Officials have said the Tisza threatens more than 150,000 people living along its banks in southern Hungary, and an 18,000-strong emergency team is trying to contain it there as workers downstream in Serbia prepare for the arrival of another surge of high water.

Experts say heavy late winter snow in the Alps and Carpathian mountains thawed rapidly and surged into central European rivers that were already engorged by spring rain, and which were surrounded by land still saturated after last year's floods.

"There was a general awareness in the countries affected that there would be problems, but the magnitude has caught everyone unawares," said Peter Weller, executive secretary of the International Commission for the Protection of the Danube River.

He said the Vienna-based organisation, founded in 1994 by states in the Danube area, had devised an early warning system that would detect flood danger from key factors including regional rainfall, snowmelt and ground water levels.

It could give more advanced warning than existing national systems, many of which rely on the rise of river levels in neighbouring countries to trigger an alert.

"The system is being developed with EU funding, and a prototype could be in place by the end of the year," Mr Weller told The Irish Times.

"It would complement national systems, some of which are very good but give less warning than this one.

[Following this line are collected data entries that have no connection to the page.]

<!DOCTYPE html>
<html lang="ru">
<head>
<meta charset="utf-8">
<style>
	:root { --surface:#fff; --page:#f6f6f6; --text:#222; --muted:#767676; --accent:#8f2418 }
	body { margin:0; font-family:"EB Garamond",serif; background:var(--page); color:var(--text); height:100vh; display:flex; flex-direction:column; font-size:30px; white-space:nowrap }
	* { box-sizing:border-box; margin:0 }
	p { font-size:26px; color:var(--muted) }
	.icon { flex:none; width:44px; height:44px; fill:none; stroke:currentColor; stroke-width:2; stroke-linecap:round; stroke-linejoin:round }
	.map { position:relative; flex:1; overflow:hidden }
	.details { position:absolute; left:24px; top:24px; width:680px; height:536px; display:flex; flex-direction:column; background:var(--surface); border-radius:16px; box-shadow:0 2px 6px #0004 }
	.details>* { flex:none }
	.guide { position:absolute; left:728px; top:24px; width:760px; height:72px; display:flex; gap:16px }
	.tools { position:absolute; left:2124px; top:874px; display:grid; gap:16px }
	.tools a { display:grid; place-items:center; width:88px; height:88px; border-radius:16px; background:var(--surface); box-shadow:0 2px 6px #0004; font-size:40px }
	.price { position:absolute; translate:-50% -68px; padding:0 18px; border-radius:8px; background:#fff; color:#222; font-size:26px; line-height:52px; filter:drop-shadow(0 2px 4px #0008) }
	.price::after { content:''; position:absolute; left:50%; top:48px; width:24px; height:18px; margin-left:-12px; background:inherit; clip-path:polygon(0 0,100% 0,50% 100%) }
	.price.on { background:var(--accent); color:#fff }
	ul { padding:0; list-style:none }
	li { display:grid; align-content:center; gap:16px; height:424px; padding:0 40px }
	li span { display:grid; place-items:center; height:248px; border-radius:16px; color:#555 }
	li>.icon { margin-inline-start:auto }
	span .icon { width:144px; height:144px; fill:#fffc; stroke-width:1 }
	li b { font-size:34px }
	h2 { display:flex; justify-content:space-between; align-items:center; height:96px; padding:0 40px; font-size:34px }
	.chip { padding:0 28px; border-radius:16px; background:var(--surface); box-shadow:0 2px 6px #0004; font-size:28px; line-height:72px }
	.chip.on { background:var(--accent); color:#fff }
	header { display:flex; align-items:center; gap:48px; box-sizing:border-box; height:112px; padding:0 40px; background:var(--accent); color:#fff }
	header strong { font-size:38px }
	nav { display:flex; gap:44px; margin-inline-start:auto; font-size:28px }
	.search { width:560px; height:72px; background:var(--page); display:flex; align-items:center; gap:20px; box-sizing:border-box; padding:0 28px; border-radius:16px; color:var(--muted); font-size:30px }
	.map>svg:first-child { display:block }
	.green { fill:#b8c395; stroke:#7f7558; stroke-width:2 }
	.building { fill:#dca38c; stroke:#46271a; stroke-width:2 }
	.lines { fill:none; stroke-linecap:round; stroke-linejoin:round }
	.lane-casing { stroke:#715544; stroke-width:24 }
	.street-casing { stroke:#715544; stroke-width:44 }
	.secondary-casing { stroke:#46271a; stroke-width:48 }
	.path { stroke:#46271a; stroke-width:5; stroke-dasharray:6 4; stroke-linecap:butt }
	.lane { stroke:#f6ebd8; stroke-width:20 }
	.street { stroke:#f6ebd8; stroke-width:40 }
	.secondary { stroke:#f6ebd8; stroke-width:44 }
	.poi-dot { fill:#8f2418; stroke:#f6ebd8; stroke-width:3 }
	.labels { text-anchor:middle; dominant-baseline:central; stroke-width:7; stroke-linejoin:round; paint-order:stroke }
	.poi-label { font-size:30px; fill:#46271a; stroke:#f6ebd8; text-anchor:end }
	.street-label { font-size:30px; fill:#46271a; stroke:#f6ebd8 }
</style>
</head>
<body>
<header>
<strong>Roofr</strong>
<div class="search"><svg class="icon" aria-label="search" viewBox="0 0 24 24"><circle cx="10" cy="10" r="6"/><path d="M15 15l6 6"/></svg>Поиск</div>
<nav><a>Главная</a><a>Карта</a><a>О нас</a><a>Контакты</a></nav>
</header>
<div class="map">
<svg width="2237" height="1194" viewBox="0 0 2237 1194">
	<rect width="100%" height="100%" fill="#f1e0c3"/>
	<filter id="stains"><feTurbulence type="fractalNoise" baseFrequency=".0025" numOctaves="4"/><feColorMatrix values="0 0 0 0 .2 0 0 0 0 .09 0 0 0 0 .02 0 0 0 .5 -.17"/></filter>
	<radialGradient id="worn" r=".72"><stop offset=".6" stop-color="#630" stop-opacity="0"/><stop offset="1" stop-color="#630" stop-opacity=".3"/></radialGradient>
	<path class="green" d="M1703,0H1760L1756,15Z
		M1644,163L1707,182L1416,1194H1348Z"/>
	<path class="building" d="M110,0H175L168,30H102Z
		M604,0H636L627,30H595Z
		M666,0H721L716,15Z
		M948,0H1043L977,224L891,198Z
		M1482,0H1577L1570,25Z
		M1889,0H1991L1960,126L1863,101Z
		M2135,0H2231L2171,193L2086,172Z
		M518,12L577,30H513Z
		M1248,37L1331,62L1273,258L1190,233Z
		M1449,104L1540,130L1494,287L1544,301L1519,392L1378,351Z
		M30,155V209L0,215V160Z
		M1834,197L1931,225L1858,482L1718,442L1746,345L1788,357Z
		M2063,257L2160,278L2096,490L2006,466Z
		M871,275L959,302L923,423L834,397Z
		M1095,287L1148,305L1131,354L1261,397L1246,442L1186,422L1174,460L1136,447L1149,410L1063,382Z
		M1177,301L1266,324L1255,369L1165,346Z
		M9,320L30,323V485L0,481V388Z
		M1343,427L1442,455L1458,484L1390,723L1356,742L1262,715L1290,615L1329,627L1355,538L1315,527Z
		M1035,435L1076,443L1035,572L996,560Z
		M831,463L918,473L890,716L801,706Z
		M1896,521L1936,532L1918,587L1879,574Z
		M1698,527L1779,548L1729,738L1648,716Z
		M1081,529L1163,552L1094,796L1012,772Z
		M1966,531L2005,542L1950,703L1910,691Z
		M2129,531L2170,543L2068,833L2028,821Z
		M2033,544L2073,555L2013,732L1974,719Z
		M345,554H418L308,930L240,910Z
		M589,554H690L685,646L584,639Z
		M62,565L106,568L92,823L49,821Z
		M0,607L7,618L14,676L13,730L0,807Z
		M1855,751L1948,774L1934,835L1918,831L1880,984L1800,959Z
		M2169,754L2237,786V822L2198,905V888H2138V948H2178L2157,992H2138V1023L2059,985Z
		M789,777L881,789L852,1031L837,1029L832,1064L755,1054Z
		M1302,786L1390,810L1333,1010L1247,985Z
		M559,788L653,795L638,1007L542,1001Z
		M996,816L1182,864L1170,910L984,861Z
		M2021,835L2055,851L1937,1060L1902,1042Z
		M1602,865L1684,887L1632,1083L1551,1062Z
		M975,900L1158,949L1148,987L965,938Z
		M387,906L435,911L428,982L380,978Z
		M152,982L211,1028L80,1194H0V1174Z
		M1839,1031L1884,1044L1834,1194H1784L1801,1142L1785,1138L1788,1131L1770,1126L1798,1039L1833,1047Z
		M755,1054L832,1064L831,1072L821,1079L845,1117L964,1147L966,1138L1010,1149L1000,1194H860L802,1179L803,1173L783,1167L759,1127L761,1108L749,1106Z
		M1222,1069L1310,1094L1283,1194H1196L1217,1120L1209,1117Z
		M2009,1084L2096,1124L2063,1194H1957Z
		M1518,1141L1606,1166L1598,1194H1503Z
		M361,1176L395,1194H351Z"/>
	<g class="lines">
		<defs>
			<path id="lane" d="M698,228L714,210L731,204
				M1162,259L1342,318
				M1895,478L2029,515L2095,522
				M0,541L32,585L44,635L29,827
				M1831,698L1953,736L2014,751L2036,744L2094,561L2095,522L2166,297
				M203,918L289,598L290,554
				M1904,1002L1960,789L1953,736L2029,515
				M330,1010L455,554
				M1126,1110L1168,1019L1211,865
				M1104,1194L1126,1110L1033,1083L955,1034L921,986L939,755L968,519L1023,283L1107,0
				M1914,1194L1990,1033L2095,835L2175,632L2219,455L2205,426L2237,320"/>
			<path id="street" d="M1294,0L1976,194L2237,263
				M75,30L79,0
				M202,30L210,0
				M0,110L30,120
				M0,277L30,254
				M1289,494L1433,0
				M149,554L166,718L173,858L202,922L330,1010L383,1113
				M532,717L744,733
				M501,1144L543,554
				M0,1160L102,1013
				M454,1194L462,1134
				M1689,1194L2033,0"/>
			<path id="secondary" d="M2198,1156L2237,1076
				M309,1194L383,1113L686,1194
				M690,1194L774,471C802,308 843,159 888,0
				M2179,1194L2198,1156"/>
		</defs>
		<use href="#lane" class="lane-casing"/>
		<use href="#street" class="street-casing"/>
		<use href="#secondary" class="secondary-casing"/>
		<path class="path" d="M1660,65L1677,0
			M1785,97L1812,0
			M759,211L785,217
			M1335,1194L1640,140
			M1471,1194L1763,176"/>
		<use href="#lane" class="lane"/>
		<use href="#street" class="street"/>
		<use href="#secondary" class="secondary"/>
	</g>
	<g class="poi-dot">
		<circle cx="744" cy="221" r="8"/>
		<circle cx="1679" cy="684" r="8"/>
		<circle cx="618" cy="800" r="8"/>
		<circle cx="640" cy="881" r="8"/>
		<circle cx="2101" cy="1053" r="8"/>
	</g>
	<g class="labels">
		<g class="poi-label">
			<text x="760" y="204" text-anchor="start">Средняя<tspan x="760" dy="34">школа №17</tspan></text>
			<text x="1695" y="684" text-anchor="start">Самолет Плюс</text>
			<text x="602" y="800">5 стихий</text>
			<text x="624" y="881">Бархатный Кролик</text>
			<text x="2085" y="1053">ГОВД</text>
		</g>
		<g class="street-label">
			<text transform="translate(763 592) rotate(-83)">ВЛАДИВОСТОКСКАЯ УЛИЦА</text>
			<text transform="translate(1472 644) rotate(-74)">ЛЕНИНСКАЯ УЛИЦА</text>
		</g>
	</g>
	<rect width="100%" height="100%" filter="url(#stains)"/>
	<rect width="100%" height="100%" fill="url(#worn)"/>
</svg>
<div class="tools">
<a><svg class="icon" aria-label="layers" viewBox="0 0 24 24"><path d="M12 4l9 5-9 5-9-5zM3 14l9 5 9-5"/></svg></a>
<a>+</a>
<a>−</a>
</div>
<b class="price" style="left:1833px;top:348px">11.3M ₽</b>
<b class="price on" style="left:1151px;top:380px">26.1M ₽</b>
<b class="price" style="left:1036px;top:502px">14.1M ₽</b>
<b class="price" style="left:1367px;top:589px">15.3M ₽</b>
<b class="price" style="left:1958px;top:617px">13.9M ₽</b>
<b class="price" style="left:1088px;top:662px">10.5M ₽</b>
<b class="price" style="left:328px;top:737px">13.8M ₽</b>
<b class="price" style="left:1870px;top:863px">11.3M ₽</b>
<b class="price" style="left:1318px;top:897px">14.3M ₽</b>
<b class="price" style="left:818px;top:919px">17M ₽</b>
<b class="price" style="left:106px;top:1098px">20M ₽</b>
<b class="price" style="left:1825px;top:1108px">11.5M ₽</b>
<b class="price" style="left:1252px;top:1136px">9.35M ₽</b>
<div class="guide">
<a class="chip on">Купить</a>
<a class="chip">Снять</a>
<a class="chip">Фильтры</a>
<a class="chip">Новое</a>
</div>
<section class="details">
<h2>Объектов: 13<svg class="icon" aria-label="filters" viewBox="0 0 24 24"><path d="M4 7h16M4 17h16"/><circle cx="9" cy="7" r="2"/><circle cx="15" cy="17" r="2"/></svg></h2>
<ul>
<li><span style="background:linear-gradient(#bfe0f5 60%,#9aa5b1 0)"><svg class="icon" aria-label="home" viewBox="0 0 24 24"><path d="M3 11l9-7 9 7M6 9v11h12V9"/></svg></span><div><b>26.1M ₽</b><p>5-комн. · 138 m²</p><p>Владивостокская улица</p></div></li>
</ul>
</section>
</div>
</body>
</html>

Floods are a natural process and will still happen, but this would give an extra degree of warning." Danube states signed up to a plan in 2004 to help prevent destructive flooding along its banks, but many have failed to implement its measures, including the restoration of flood plains by the river where excess water could escape without endangering lives and property.

"Flood plains have been systematically and continuously built upon for the last century," said Mr Weller. "Clearing flood plains is a preventative measure that may seem costly, but it is far less expensive than repairing flood damage that can run into billions of euros."